Clewing about Schovánek

It is a truism to say that a picture can tell a story. But it starts to get interesting when the same is true of an entire exhibition: in this case the individual works function as parts of an abstract vocabulary which combine to form a larger context. It is not important whether they initially seem to “fit together” in terms of form and content. On the contrary: the more diverse the character of the works included in such an exhibition may appear superficially, the broader the spectrum of messages, cross-references and associations becomes as soon as the viewer has immersed himself in this vocabulary, adding together the paintings, reliefs and modified Ready-Mades.
In the case of the Czech-Canadian artist Marek Schovánek, the result of this addition process is always more than the sum of its parts. Schovánek shows us dark landscapes and abstract stripes, letter-paintings, portraits and “images” taken from advertising; taken as a whole, they form a narrative that says a great deal about the state and possibilities of art at the beginning of the 21st century.
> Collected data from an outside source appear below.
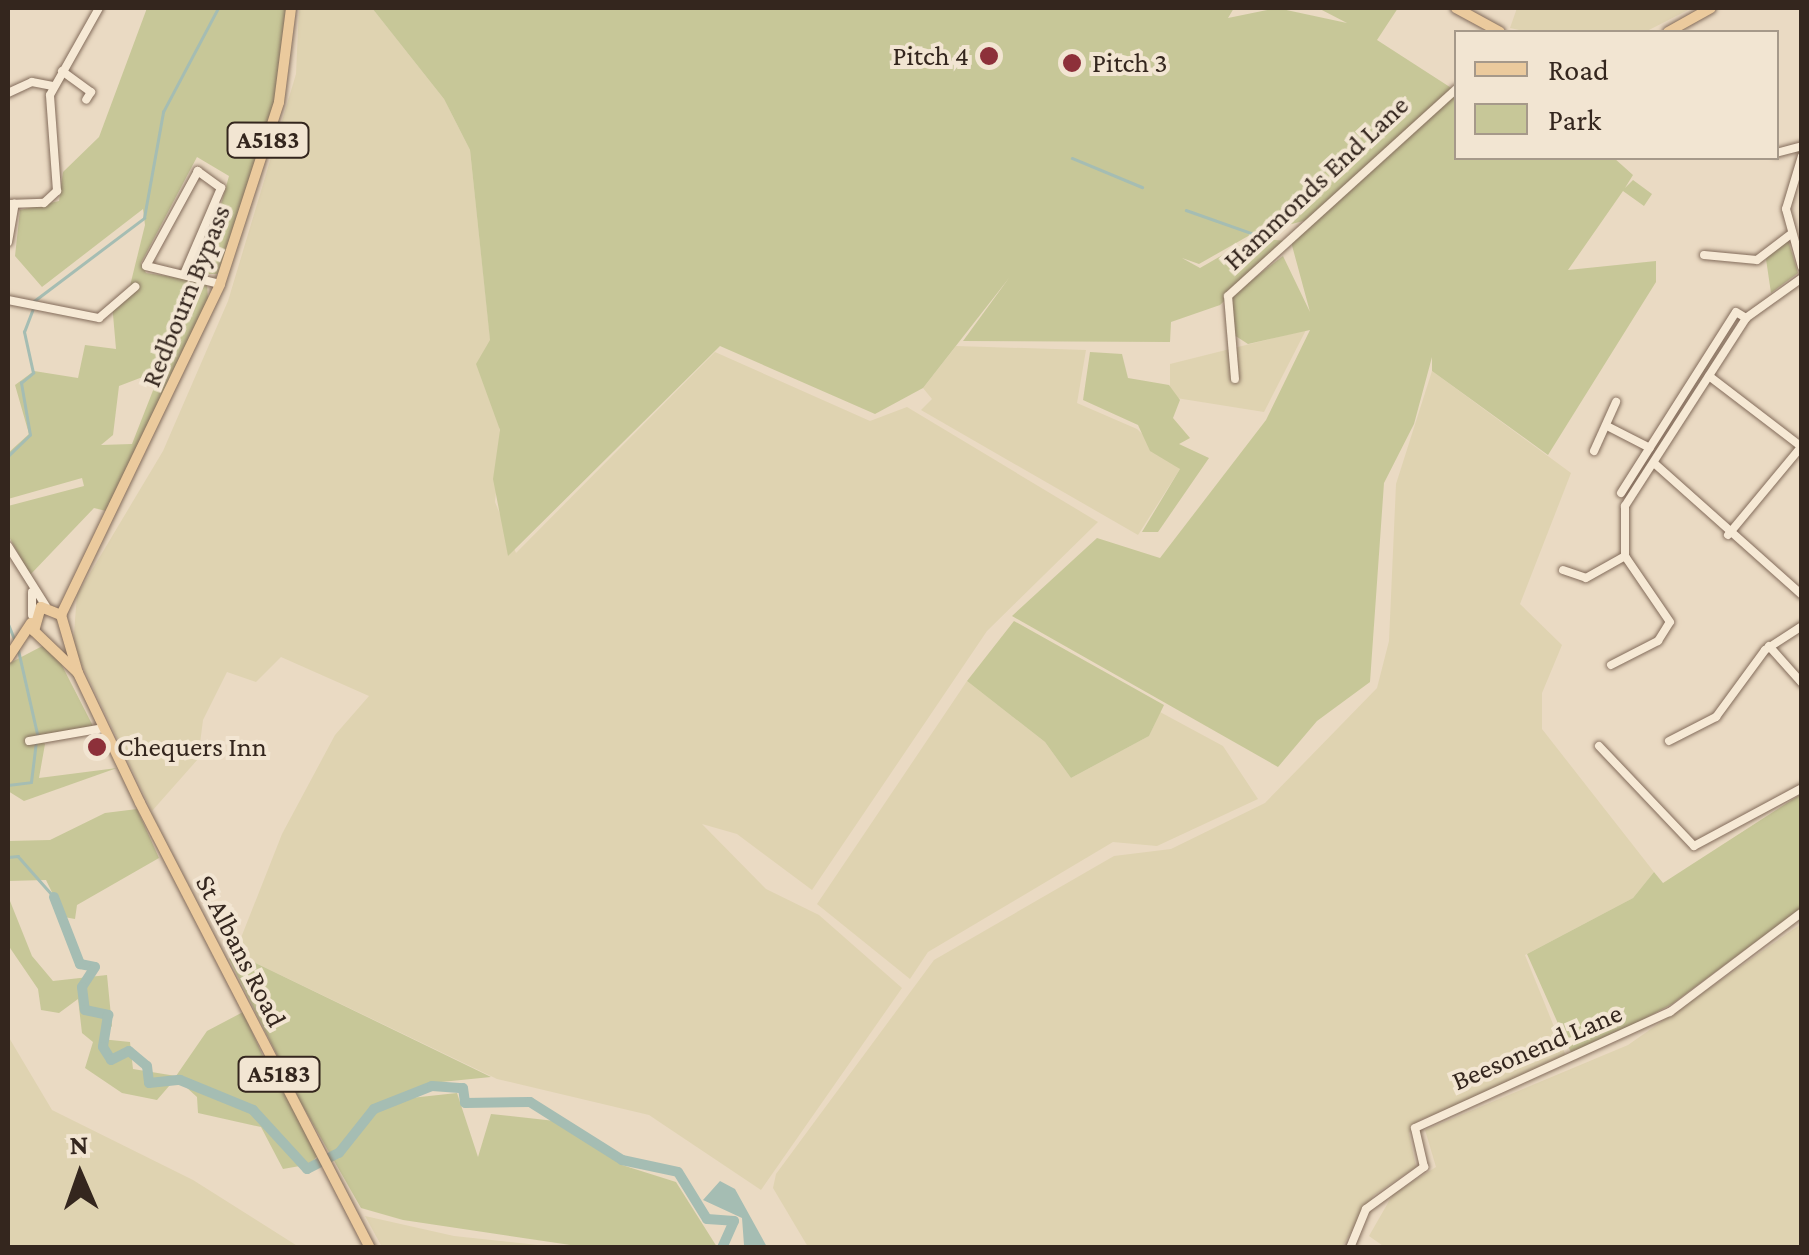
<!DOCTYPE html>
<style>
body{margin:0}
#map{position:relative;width:1809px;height:1255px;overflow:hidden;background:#eadac3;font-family:"Crimson Pro",serif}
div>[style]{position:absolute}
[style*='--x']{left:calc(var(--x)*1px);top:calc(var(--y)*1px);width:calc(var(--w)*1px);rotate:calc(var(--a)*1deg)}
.farmland>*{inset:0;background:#dfd3b1}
.green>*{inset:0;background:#c7c798}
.water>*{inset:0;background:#a5bdb3}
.stream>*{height:2.5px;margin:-1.25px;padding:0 1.25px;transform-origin:1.25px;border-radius:1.25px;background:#a5bdb3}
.river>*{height:10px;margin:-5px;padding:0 5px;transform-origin:5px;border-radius:5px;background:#a5bdb3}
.roads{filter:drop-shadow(0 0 2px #836c5b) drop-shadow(0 0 2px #836c5b)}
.minor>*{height:8px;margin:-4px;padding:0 4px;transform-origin:4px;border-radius:4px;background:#f6e9d5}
.major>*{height:10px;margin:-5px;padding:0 5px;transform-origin:5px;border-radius:5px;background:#ebca9d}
.dots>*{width:28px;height:28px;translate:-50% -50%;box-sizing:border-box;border:5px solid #f2e5d2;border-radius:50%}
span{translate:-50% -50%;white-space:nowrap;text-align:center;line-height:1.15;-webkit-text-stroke:8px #f2e5d2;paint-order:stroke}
.shield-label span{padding:2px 8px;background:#f2e5d2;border:2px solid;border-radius:8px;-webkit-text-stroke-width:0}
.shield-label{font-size:25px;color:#34261e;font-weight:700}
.poi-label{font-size:28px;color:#34261e}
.right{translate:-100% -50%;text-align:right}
.left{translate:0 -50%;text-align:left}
.street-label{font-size:28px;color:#34261e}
.frame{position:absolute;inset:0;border:10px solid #34261e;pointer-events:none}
.legend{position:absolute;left:1454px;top:30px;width:325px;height:130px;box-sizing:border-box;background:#f2e5d2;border:2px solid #a6998a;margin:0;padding:12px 18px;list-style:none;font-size:30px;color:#34261e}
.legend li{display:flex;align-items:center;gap:20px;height:50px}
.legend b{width:50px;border:2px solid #a6998a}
.north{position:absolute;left:30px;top:1125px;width:100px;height:100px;-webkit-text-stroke:8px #f2e5d2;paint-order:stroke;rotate:358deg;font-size:28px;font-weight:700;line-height:40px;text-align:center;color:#34261e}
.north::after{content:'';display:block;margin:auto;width:35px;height:45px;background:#34261e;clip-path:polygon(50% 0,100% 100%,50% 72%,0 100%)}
</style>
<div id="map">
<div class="farmland">
<i style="clip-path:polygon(299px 8px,372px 8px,444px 99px,470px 150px,501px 442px,495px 502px,516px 553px,715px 352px,870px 421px,907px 407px,1098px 522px,987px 631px,812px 890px,737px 834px,702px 824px,766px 889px,819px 915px,902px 988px,761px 1190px,649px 1115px,497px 1079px,235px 953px,282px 834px,335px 735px,369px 696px,281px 657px,256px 682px,227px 672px,203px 720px,198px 759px,152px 811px,73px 646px,77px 595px,163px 451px,228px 301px,296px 74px)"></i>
<i style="clip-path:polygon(1517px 8px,1692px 8px,1645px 32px,1528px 32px,1510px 28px)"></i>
<i style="clip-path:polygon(1306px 330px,1264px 412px,1170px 397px,1170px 364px)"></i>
<i style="clip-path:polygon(956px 346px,1086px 350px,1077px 403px,1137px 429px,1180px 469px,1138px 535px,921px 410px,932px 399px,923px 388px)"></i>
<i style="clip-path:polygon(1432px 371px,1571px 473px,1520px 604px,1562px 645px,1542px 693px,1542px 729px,1654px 872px,1633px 898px,1525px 955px,1568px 1061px,1420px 1120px,1409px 1133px,1416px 1167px,1374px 1195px,1342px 1247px,808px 1247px,773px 1188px,776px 1174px,934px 960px,1114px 856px,1171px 849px,1265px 803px,1377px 688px,1389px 641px,1396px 484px)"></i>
<i style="clip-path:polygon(967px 681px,1045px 742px,1071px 778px,1149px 736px,1160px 712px,1223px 746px,1258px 799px,1157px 846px,1113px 842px,928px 952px,910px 979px,817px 904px)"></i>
<i style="clip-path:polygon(1801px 924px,1801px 1247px,1386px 1248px,1369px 1236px,1393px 1194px,1436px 1167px,1425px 1130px,1628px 1045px)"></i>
<i style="clip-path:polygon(8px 1036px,52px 1110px,193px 1180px,299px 1247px,8px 1247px)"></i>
<i style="clip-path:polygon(365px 1216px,454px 1236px,556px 1247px,382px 1247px)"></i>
</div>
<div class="green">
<i style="clip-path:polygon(evenodd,147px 8px,286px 8px,273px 111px,218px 274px,201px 274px,229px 176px,197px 157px,141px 263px,146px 273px,207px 282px,208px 300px,110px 512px,94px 508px,30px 575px,8px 535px,8px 506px,84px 486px,82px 478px,8px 499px,8px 453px,29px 434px,15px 385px,34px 371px,78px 378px,85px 345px,116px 349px,112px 303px,129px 290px,145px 225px,143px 209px,42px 287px,15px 256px,20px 210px,59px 201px,63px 172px,99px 137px,147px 8px,161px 370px,132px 444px,101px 445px,113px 435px,119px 386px,161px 370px)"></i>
<i style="clip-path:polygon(372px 8px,1234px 8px,1228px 18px,1277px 8px,1347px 23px,1318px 8px,1398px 8px,1377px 40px,1456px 91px,1456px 158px,1614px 158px,1633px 175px,1625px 188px,1633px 180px,1652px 194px,1644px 206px,1623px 191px,1568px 270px,1656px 261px,1656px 282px,1548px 455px,1432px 371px,1432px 357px,1414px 424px,1384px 483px,1370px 682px,1317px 721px,1278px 767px,1012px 616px,1097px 538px,1160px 558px,1266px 420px,1310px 330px,1248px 344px,1231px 333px,1231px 296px,1283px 256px,1310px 312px,1290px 238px,1307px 220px,1250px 235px,1199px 264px,1182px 258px,1200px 268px,1252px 238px,1287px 241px,1220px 305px,1171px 322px,1170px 342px,963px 341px,1009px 278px,923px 388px,875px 414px,720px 346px,508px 556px,493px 479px,500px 430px,476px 364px,490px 340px,470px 150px,444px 99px)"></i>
<i style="clip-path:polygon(1780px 240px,1788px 240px,1798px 273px,1771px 293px,1766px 259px)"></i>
<i style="clip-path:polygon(1090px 352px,1122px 354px,1128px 378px,1169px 385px,1180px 400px,1173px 418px,1190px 438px,1179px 444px,1209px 458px,1158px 532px,1142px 532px,1180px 469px,1150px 451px,1138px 425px,1083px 400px)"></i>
<i style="clip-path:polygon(1014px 621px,1164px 705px,1149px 736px,1071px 778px,1045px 742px,967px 681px)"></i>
<i style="clip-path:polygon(50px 642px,94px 728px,37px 736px,45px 744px,39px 778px,117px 768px,24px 801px,8px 791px,8px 664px)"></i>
<i style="clip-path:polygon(1801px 794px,1801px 908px,1672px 1004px,1573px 1057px,1527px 954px,1633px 898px,1654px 872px,1663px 883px)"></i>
<i style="clip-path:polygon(137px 809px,159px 858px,77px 905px,75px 919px,64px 917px,46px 880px,8px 881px,8px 841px,50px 840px,105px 813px)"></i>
<i style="clip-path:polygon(8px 896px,32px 956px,53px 981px,107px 975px,112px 1026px,101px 1039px,130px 1042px,133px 1069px,176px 1076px,207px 1031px,243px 1012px,263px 1056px,298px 1097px,229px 959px,235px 953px,491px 1077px,431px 1083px,392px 1100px,457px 1093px,478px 1157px,491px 1114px,555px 1121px,622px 1165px,676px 1182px,717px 1247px,584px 1247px,403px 1220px,361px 1208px,301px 1103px,321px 1151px,311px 1164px,283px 1169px,261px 1127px,198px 1113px,197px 1097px,176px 1078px,157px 1100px,122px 1093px,85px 1068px,93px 1042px,82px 1033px,78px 999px,59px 1013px,41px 1010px,38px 989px,8px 945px)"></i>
</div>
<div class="water">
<i style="clip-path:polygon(720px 1181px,735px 1189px,767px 1247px,744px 1245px,742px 1218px,703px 1200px)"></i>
</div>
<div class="stream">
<i style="--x:1072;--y:158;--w:76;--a:22.5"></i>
<i style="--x:1186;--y:210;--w:72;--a:19.4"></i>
<i style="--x:34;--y:301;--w:138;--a:-37"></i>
<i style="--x:144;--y:218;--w:108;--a:-79.8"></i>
<i style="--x:163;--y:112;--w:118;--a:-62.1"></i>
<i style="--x:8;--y:456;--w:30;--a:-44"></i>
<i style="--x:30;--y:435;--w:53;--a:-99.8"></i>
<i style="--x:21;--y:383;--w:16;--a:-40"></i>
<i style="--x:33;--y:373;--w:42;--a:-102.4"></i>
<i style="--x:24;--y:332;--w:25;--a:-69"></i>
<i style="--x:8;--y:623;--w:18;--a:68"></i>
<i style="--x:18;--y:648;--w:90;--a:77.2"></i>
<i style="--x:8;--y:785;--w:23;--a:-7"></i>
<i style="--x:31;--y:782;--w:38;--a:-83"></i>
<i style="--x:8;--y:857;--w:10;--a:-6"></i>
<i style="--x:18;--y:856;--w:55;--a:48.7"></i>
</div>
<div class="river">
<i style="--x:54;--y:897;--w:72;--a:68.8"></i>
<i style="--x:80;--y:964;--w:15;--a:11"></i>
<i style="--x:95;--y:967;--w:24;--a:123"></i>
<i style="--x:82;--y:987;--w:23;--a:83"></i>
<i style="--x:85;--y:1010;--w:24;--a:12"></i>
<i style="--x:108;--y:1015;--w:32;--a:99"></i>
<i style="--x:103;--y:1047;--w:15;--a:58"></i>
<i style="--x:111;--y:1060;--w:20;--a:-27"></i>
<i style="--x:129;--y:1051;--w:23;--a:40"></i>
<i style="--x:147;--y:1066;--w:17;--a:83"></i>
<i style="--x:149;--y:1083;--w:31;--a:-6"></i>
<i style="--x:180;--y:1080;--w:79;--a:22.3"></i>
<i style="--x:253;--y:1110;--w:80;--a:47.5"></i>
<i style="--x:307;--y:1169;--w:36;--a:-27"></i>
<i style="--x:339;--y:1153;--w:56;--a:-51.5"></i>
<i style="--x:374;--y:1109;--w:62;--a:-21.6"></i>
<i style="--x:432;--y:1086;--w:31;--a:4"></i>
<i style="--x:463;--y:1088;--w:15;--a:82"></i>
<i style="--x:465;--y:1103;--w:65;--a:-0.9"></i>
<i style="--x:530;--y:1102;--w:109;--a:32.2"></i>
<i style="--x:622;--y:1160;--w:57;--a:12.1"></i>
<i style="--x:678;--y:1172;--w:55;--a:58.3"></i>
<i style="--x:707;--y:1219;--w:27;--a:4"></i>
<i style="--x:734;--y:1221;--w:30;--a:114"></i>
</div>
<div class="roads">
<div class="minor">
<i style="--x:62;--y:71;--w:36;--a:36"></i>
<i style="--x:91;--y:92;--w:9;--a:122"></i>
<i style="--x:8;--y:93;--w:26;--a:-25"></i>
<i style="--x:32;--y:82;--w:21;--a:11"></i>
<i style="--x:1776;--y:153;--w:27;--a:-15"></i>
<i style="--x:1802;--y:156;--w:55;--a:106.8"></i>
<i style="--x:1786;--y:209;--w:60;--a:74.6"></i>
<i style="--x:8;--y:204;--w:36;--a:-2"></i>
<i style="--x:44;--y:203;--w:18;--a:-43"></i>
<i style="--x:57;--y:191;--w:96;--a:-94.2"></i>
<i style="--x:50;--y:95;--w:100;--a:-60.6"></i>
<i style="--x:8;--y:242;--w:39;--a:-80"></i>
<i style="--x:1704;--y:255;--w:53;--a:5.4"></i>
<i style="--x:1757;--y:260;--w:43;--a:-37.4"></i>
<i style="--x:184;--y:274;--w:94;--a:-66.7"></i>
<i style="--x:221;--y:188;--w:29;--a:-144"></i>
<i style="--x:198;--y:171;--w:108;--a:118.7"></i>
<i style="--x:146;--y:266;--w:76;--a:13.7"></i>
<i style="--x:8;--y:300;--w:93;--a:11.2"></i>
<i style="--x:99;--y:318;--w:48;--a:-40.7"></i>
<i style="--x:1709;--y:376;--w:117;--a:37.4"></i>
<i style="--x:1235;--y:379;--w:83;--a:-94.8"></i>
<i style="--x:1228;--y:296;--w:308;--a:-42.2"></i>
<i style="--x:1607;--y:426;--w:48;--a:27.1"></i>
<i style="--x:1594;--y:451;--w:54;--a:-65.8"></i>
<i style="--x:1654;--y:463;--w:198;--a:41.7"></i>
<i style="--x:1621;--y:493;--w:214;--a:-57.6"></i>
<i style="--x:1736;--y:312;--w:12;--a:31"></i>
<i style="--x:1728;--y:535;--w:114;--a:-50.3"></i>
<i style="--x:8;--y:546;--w:71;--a:57.7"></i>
<i style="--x:1563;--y:570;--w:24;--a:19"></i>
<i style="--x:1586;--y:578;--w:45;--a:-29.4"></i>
<i style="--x:32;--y:592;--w:23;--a:90"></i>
<i style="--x:1769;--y:646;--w:50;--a:48.3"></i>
<i style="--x:1611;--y:665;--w:53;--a:-27.1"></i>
<i style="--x:1658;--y:641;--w:22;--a:-58"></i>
<i style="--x:1670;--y:622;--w:80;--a:-124.3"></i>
<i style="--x:1625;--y:556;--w:50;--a:-90"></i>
<i style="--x:1625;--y:506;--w:224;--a:-57.2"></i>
<i style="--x:1746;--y:318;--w:69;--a:-35.5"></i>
<i style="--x:29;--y:741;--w:76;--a:-9.8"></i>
<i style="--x:1669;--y:741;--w:53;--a:-27.1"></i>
<i style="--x:1716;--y:717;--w:83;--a:-53.8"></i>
<i style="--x:1765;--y:650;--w:44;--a:-33"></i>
<i style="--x:1599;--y:746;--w:138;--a:46.5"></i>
<i style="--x:1694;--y:846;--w:123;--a:-28.2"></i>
<i style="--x:1350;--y:1248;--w:42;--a:-67.7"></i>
<i style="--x:1366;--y:1209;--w:72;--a:-35.9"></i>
<i style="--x:1424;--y:1167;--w:40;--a:-103"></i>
<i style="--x:1415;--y:1128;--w:280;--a:-24.5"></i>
<i style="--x:1670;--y:1012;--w:166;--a:-37.1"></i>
</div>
<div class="major">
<i style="--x:1456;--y:8;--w:50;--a:28.6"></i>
<i style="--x:1668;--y:32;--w:49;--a:-29.2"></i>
<i style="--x:61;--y:615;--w:367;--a:-64.3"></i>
<i style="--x:220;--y:284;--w:191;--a:-72"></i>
<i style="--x:279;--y:102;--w:95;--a:-82.7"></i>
<i style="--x:8;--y:658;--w:42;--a:-56.7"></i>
<i style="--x:78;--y:673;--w:61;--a:-136.3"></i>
<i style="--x:34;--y:631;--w:25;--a:-74"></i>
<i style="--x:41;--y:607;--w:22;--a:22"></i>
<i style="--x:61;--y:615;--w:60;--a:73.7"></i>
<i style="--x:78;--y:673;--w:144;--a:64.5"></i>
<i style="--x:140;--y:803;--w:501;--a:62.67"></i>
</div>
</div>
<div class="dots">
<i style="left:989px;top:56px;background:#8d303a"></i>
<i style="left:1072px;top:63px;background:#8d303a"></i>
<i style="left:97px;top:747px;background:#8d303a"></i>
</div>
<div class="shield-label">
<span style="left:268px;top:140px">A5183</span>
<span style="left:279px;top:1074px">A5183</span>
</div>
<div class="poi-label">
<span class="right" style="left:969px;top:56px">Pitch 4</span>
<span class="left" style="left:1092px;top:63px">Pitch 3</span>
<span class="left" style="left:117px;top:747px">Chequers Inn</span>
</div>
<div class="street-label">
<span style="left:1316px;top:183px;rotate:-43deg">Hammonds End Lane</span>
<span style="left:186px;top:296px;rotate:-68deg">Redbourn Bypass</span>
<span style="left:241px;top:951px;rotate:63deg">St Albans Road</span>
<span style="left:1537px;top:1047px;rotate:-23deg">Beesonend Lane</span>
</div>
<div class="frame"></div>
<ul class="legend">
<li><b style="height:12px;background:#ebca9d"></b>Road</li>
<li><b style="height:28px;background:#c7c798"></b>Park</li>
</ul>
<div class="north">N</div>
</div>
What is an artist still capable of achieving – whether he paints, creates objects, or both – in the face of the manifold influences which confront him in the cultural and political sphere, on the personal and the social level? And to which, accordingly, he must react?
Schovánek’s reply is crystal clear: the artist must intervene, he is free to denounce or to ironically trace serious, disquieting events back to their often absurd origins. At the same time, according to Schovánek, he must take great care not to act as if he were the first to do so. Over the past decades art has developed so rapidly, trying out all conceivable styles, concepts, ideas and world views, that the artist is left with little room to do anything truly new. Unless he fits into this tradition of action painting, pop and concept art, photographic realism, minimalism, performance and video art. Only then is he able to play with it, create something of his own out of the prop-room, creating associations and spreading messages without provoking accusations of naiveté.
That is why an exhibition by Marek Schovánek initially confronts us with a provocative heterogeneity. All the same, each part has a meaning that is not restricted to itself alone, but rather refers to its surroundings as well, radiating out to them. An image of the destruction of the environment would not be very original in itself were it not for an aspect that signalizes to the viewer: it is only a picture, it’s only painted, a combination of colors and canvas. Thus, for example, the apocalyptic vision of a dead, fire-ravaged forest is flanked by four colorful, completely abstract drip paintings. With the highly concrete presence of their paint they allude to the fact that the picture in their midst is, likewise, a mere product of the artistic will. But that is not all. Clued in to the materiality of the landscape painting by this reference to its painterly aspects, one takes a closer look and realizes that Schovánek has used a special, watery solution. In fact, it is a drink and a symbol – Coca Cola. This is one more step on the road to interpretation: the critique of a world-wide, omnipresent, globalized and globalizing capitalism.
These kinds of interactions can be seen in all of Schovánek’s pictures, no matter how one groups them. This patchwork arrangement reflects Marek Schovánek’s patchwork biography. Born in 1965 in what was then the Socialist Republic of Czechoslovakia, he emigrated to Canada with his parents as a child. He studied art at the University of Alberta in Edmonton before moving to Berlin in 1993 and setting up an additional residence in the now-open city of Prague, where his family still had its roots.
This meandering between the systems, this stroll along the fracture lines of recent history is the subtext that shapes Marek Schovánek’s art. Life and art are both filled with possibilities, eventualities and decisions that ensure that the larger whole is in constant motion. Schovánek expresses this process of dissecting pictures and their interpretations into a multitude of options most pithily in the so-called triptychs. The term is somewhat misleading: these are not the usual three paintings, hung next to each other and interrelated. Here the surface is a panel with rotating mechanical elements such as those used in street advertising to present three different posters in succession.
Schovánek makes use of this advertising technique to link three of his paintings in sequence. To do this, he cuts the paintings in long strips and attaches them to the rotating tubes. The succession of images is powered by electric motors: once one has been visible for a time, the slats make a 120 degree turn, and the second image appears. The process repeats itself, and the third takes its place. As if by sleight of hand, the artist keeps pulling up new images that direct the viewer’s perceptions first in one direction and then in another. Glued on. A smiling advertising Madonna, a poured picture, a stylized landscape, a mutant, a canvas with a blue abstract grid pattern, the St. Hubertus symbol – the formal, the critical, the narrative, these are the components with which Schovánek writes his visual novel. He is telling us nothing less than what art can be. And what it is capable of.